**DATA TO USE**.
····················
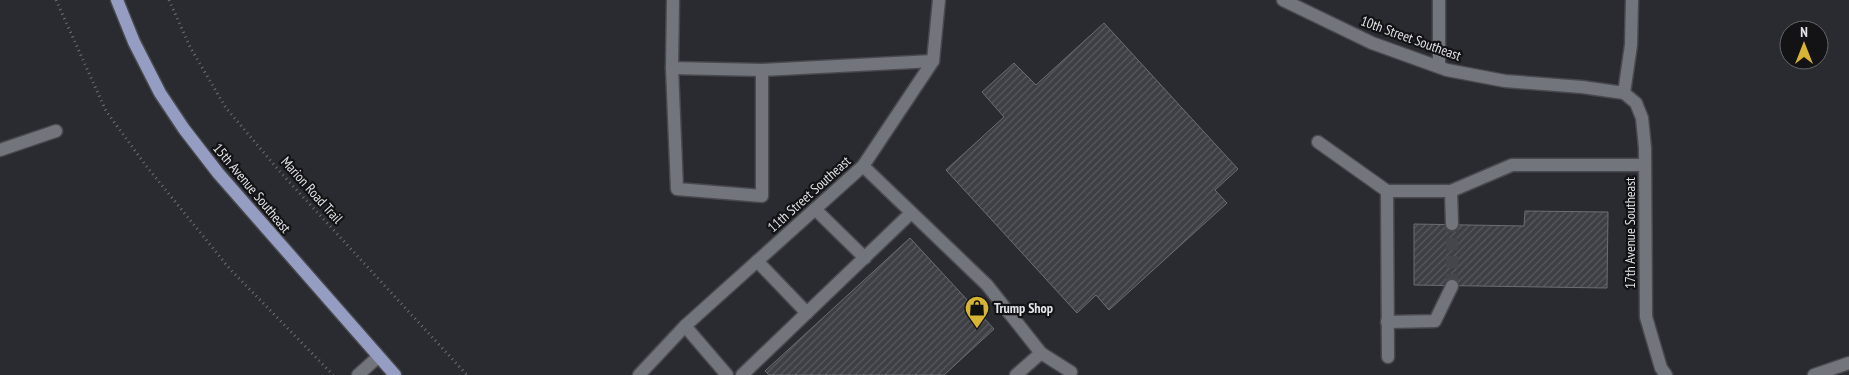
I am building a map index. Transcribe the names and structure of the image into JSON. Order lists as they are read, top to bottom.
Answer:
{
  "streets": {
    "main road": ["15th Avenue Southeast"],
    "street": ["10th Street Southeast", "11th Street Southeast", "17th Avenue Southeast"],
    "path": ["Marion Road Trail"]
  },
  "crossings": [
    ["10th Street Southeast", "17th Avenue Southeast"]
  ],
  "places": {
    "shop": ["Trump Shop"]
  },
  "north": "top"
}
····················
**THE PROBLEM**.
If an entry contains a picture, skip the picture and reproduce everything else exactly.

**ANSWER BOX**.
I am building a map index. Transcribe the names and structure of the image into JSON. Order lists as they are read, top to bottom.
Answer:
{
  "streets": {
    "main road": ["15th Avenue Southeast"],
    "street": ["10th Street Southeast", "11th Street Southeast", "17th Avenue Southeast"],
    "path": ["Marion Road Trail"]
  },
  "crossings": [
    ["10th Street Southeast", "17th Avenue Southeast"]
  ],
  "places": {
    "shop": ["Trump Shop"]
  },
  "north": "top"
}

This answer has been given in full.